What to work on:
Please copy the entries below word for word, leaving out any image.
-------------------------
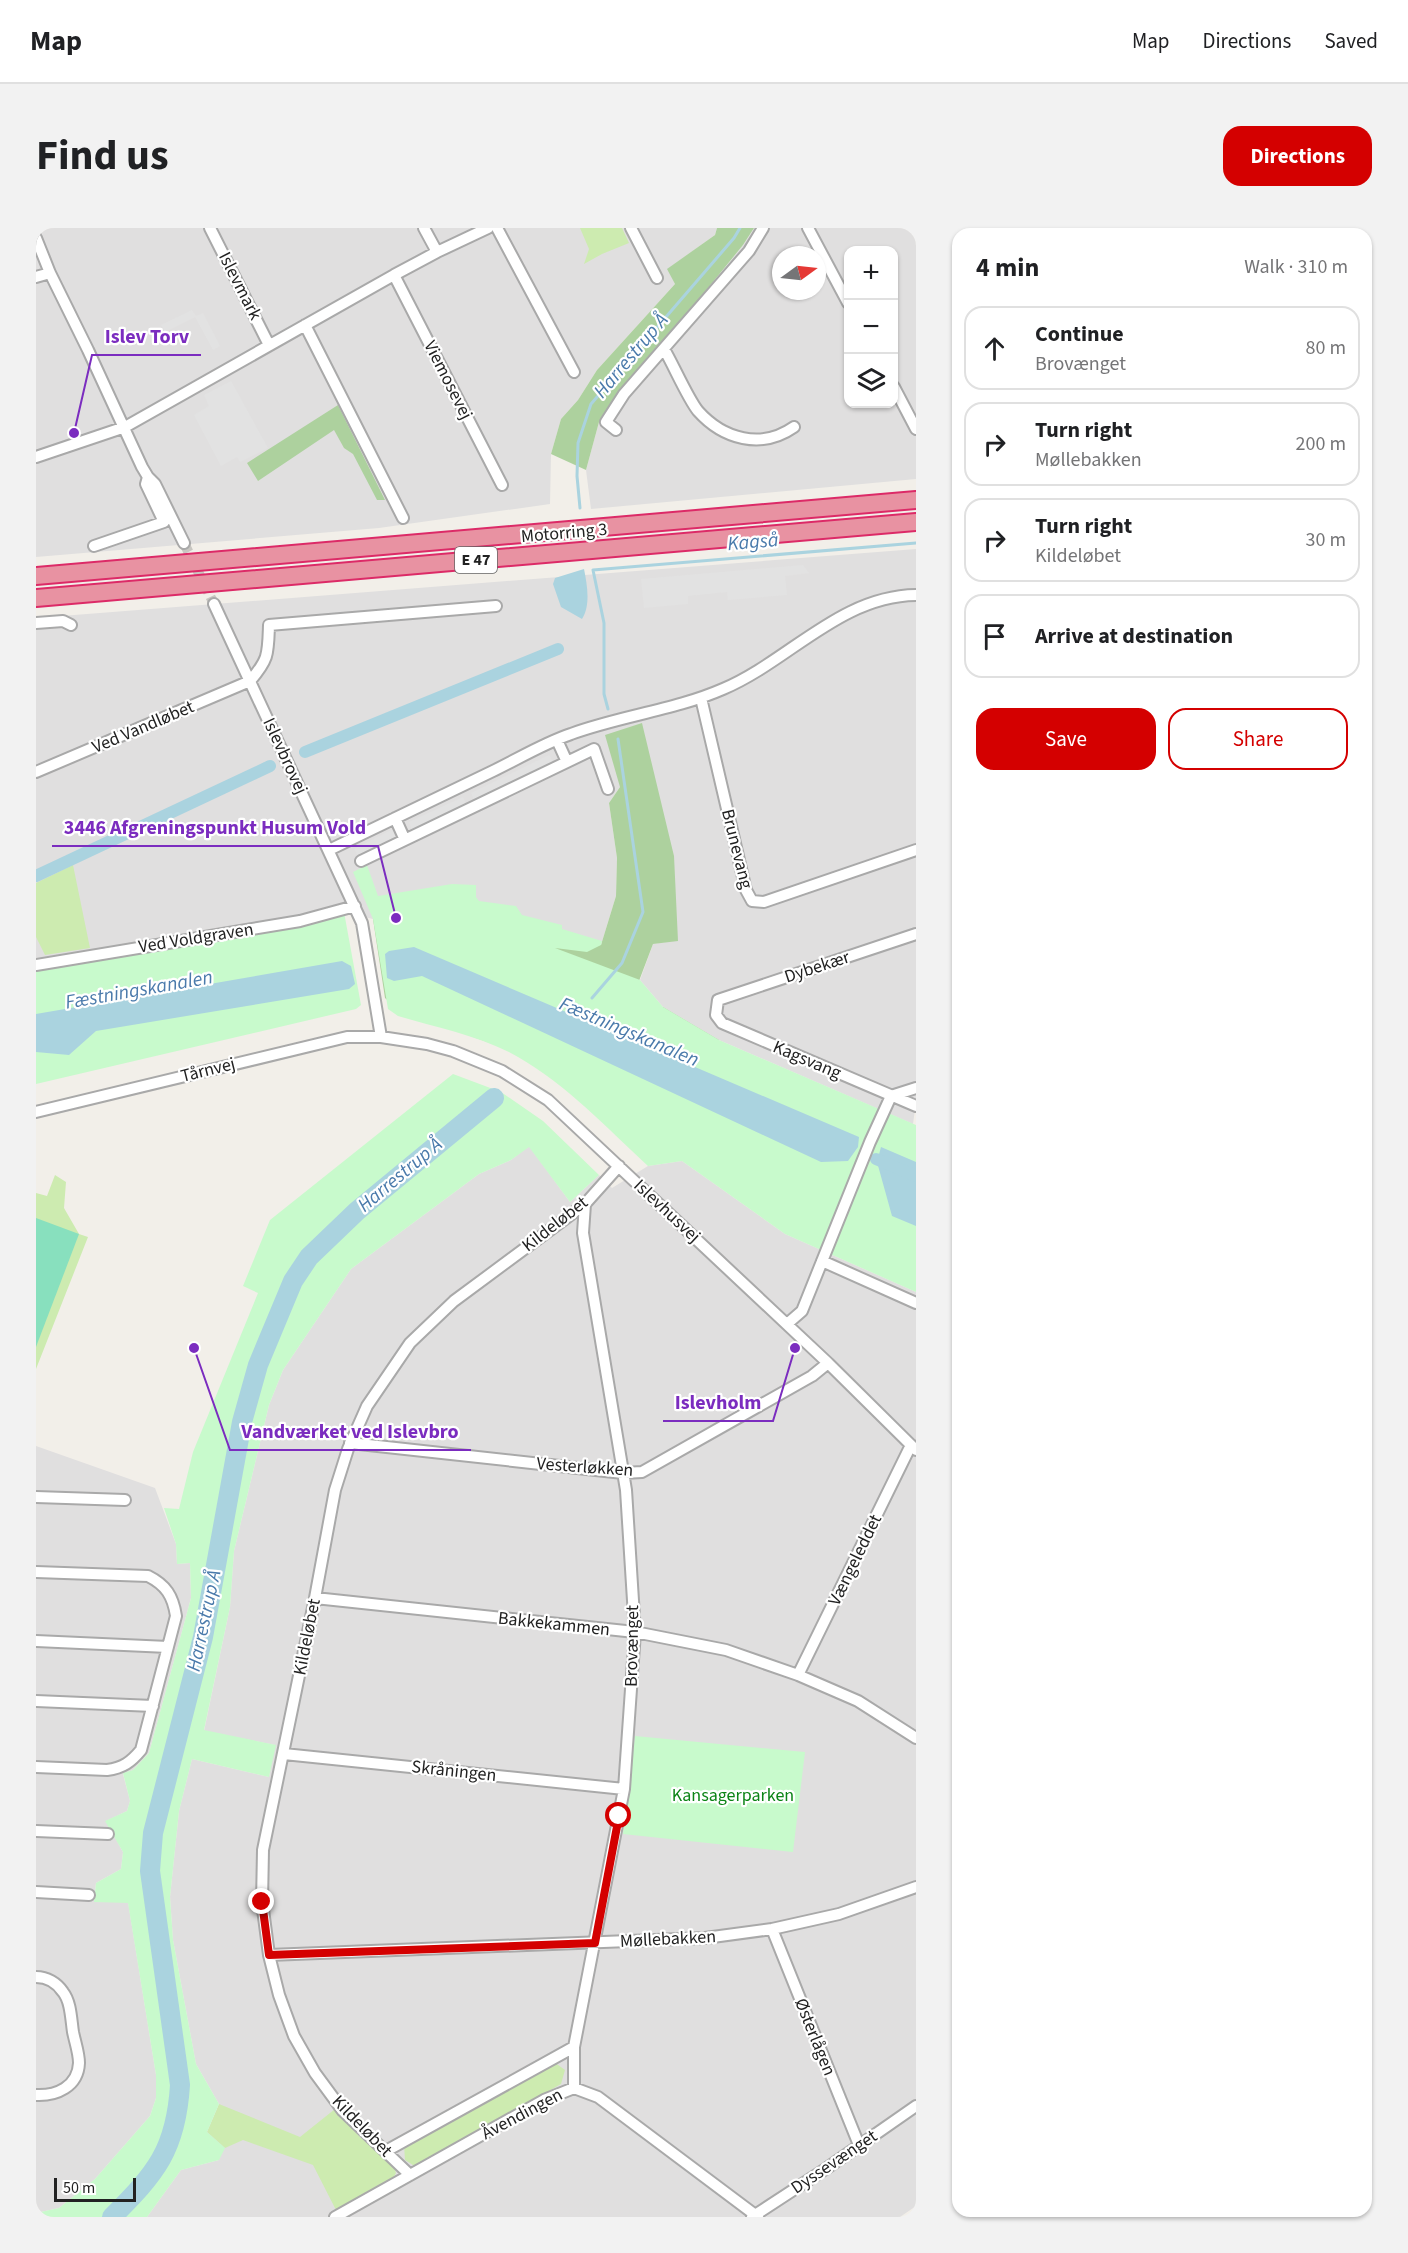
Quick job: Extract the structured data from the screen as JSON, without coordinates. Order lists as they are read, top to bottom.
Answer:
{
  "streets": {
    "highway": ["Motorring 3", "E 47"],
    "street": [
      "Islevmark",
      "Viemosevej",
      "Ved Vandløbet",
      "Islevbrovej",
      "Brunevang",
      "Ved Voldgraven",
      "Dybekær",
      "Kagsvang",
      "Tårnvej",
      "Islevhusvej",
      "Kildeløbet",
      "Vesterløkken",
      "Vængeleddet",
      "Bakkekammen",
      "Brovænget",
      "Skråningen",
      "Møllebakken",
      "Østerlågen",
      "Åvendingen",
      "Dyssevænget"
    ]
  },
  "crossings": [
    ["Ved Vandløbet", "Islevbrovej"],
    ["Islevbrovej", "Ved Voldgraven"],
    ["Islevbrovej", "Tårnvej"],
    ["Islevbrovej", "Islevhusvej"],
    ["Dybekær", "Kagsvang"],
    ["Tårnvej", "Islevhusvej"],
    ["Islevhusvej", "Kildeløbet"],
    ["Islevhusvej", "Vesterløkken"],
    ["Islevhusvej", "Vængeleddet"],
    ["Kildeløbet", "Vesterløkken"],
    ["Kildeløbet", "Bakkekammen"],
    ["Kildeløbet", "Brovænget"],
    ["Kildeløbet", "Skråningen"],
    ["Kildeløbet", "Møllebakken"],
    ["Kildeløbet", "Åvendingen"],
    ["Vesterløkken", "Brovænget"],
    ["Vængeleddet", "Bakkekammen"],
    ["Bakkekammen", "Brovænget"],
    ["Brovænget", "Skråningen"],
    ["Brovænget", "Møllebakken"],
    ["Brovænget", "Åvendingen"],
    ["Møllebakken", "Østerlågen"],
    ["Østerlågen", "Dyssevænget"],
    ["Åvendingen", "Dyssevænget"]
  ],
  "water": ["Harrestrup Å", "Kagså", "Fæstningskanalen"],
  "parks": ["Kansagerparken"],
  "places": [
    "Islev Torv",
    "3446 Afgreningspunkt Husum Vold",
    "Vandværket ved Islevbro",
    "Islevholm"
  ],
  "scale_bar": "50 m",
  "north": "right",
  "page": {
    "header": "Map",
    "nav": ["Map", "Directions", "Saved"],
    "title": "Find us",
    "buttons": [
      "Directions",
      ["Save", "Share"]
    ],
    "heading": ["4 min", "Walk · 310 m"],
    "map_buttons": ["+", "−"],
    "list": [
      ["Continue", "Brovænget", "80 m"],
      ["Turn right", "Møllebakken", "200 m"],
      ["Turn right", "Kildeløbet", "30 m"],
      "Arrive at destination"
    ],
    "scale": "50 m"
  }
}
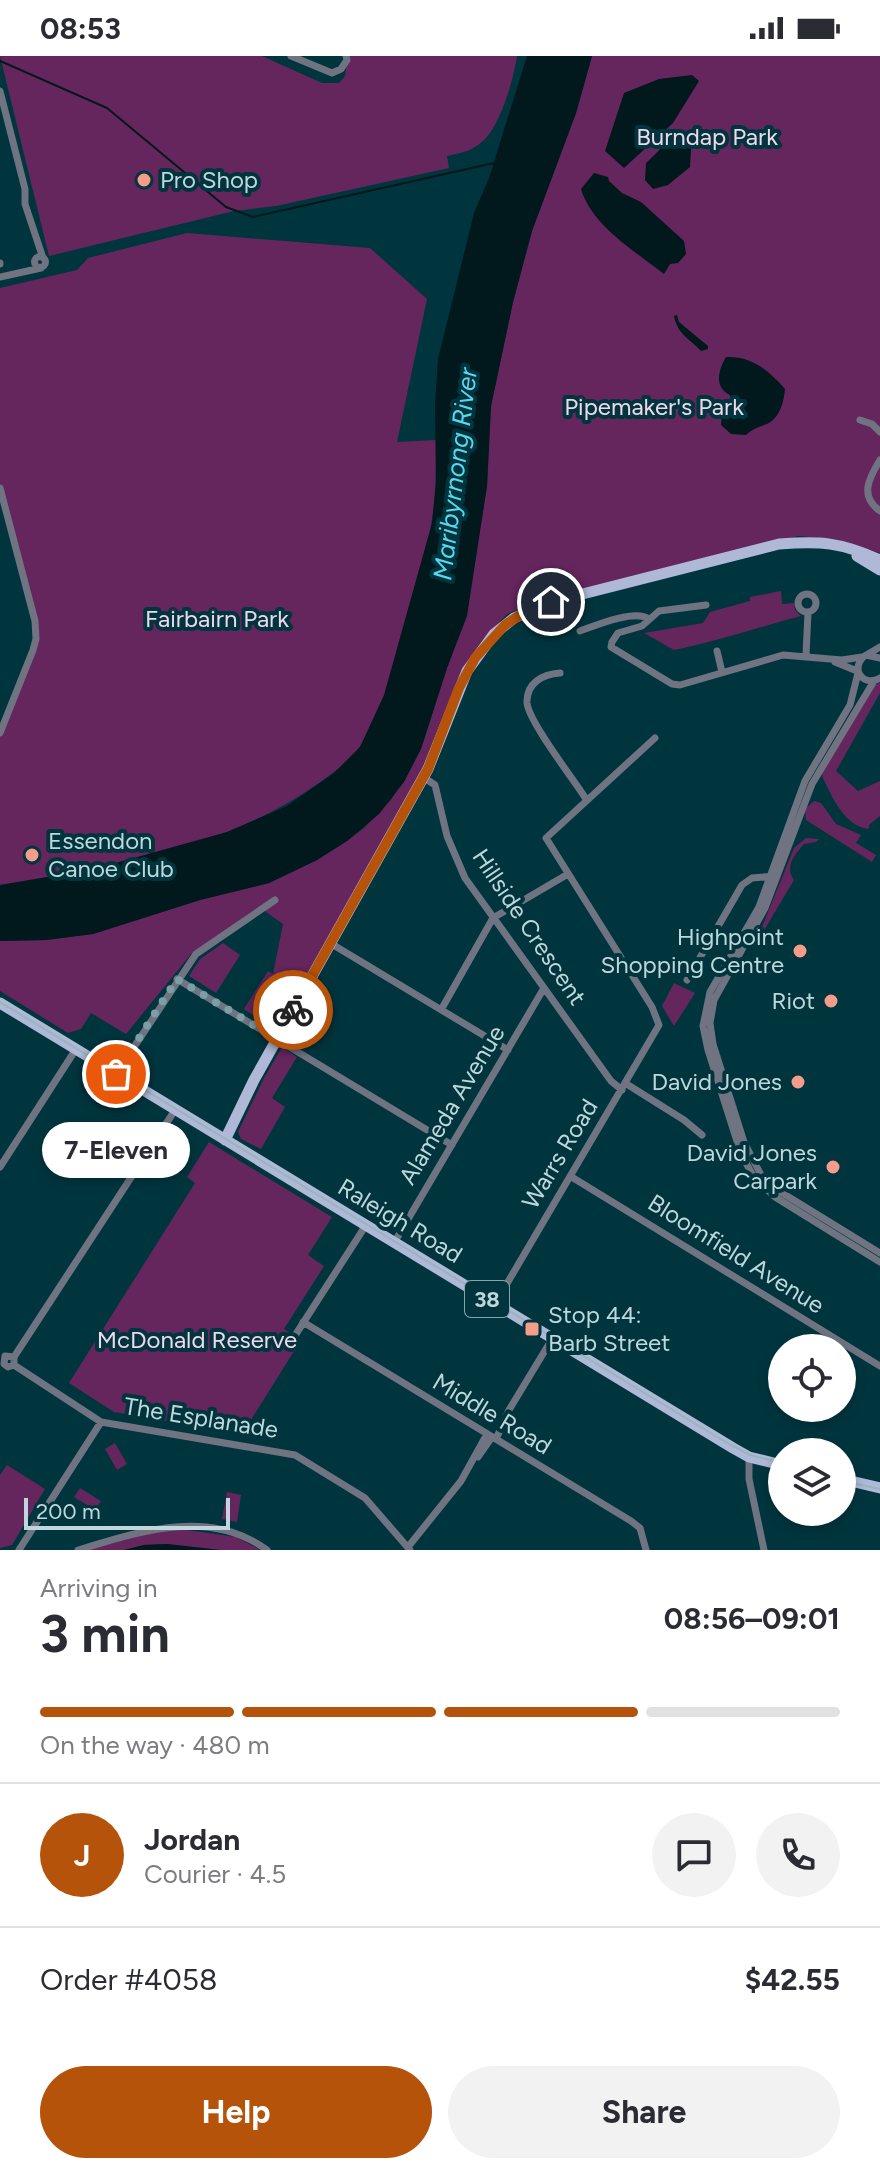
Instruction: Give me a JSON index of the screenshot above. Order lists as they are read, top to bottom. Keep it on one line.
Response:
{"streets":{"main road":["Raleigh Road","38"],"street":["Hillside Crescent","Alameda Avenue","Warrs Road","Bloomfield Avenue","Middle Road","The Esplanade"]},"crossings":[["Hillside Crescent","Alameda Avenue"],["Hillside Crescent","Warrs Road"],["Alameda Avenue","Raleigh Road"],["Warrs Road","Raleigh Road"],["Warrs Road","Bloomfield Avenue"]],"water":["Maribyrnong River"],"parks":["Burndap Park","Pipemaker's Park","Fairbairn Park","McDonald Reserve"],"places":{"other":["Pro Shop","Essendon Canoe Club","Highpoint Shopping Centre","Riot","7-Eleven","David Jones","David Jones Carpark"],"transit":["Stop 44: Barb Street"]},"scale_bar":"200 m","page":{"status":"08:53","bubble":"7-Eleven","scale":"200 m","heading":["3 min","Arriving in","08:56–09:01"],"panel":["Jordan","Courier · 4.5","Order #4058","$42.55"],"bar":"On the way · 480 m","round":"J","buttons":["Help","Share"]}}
-------------------------
Task response:
Quick job: Extract the structured data from the screen as JSON, without coordinates. Order lists as they are read, top to bottom.
Answer:
{
  "streets": {
    "highway": ["Motorring 3", "E 47"],
    "street": [
      "Islevmark",
      "Viemosevej",
      "Ved Vandløbet",
      "Islevbrovej",
      "Brunevang",
      "Ved Voldgraven",
      "Dybekær",
      "Kagsvang",
      "Tårnvej",
      "Islevhusvej",
      "Kildeløbet",
      "Vesterløkken",
      "Vængeleddet",
      "Bakkekammen",
      "Brovænget",
      "Skråningen",
      "Møllebakken",
      "Østerlågen",
      "Åvendingen",
      "Dyssevænget"
    ]
  },
  "crossings": [
    ["Ved Vandløbet", "Islevbrovej"],
    ["Islevbrovej", "Ved Voldgraven"],
    ["Islevbrovej", "Tårnvej"],
    ["Islevbrovej", "Islevhusvej"],
    ["Dybekær", "Kagsvang"],
    ["Tårnvej", "Islevhusvej"],
    ["Islevhusvej", "Kildeløbet"],
    ["Islevhusvej", "Vesterløkken"],
    ["Islevhusvej", "Vængeleddet"],
    ["Kildeløbet", "Vesterløkken"],
    ["Kildeløbet", "Bakkekammen"],
    ["Kildeløbet", "Brovænget"],
    ["Kildeløbet", "Skråningen"],
    ["Kildeløbet", "Møllebakken"],
    ["Kildeløbet", "Åvendingen"],
    ["Vesterløkken", "Brovænget"],
    ["Vængeleddet", "Bakkekammen"],
    ["Bakkekammen", "Brovænget"],
    ["Brovænget", "Skråningen"],
    ["Brovænget", "Møllebakken"],
    ["Brovænget", "Åvendingen"],
    ["Møllebakken", "Østerlågen"],
    ["Østerlågen", "Dyssevænget"],
    ["Åvendingen", "Dyssevænget"]
  ],
  "water": ["Harrestrup Å", "Kagså", "Fæstningskanalen"],
  "parks": ["Kansagerparken"],
  "places": [
    "Islev Torv",
    "3446 Afgreningspunkt Husum Vold",
    "Vandværket ved Islevbro",
    "Islevholm"
  ],
  "scale_bar": "50 m",
  "north": "right",
  "page": {
    "header": "Map",
    "nav": ["Map", "Directions", "Saved"],
    "title": "Find us",
    "buttons": [
      "Directions",
      ["Save", "Share"]
    ],
    "heading": ["4 min", "Walk · 310 m"],
    "map_buttons": ["+", "−"],
    "list": [
      ["Continue", "Brovænget", "80 m"],
      ["Turn right", "Møllebakken", "200 m"],
      ["Turn right", "Kildeløbet", "30 m"],
      "Arrive at destination"
    ],
    "scale": "50 m"
  }
}
Instruction: Give me a JSON index of the screenshot above. Order lists as they are read, top to bottom. Keep it on one line.
Response:
{"streets":{"main road":["Raleigh Road","38"],"street":["Hillside Crescent","Alameda Avenue","Warrs Road","Bloomfield Avenue","Middle Road","The Esplanade"]},"crossings":[["Hillside Crescent","Alameda Avenue"],["Hillside Crescent","Warrs Road"],["Alameda Avenue","Raleigh Road"],["Warrs Road","Raleigh Road"],["Warrs Road","Bloomfield Avenue"]],"water":["Maribyrnong River"],"parks":["Burndap Park","Pipemaker's Park","Fairbairn Park","McDonald Reserve"],"places":{"other":["Pro Shop","Essendon Canoe Club","Highpoint Shopping Centre","Riot","7-Eleven","David Jones","David Jones Carpark"],"transit":["Stop 44: Barb Street"]},"scale_bar":"200 m","page":{"status":"08:53","bubble":"7-Eleven","scale":"200 m","heading":["3 min","Arriving in","08:56–09:01"],"panel":["Jordan","Courier · 4.5","Order #4058","$42.55"],"bar":"On the way · 480 m","round":"J","buttons":["Help","Share"]}}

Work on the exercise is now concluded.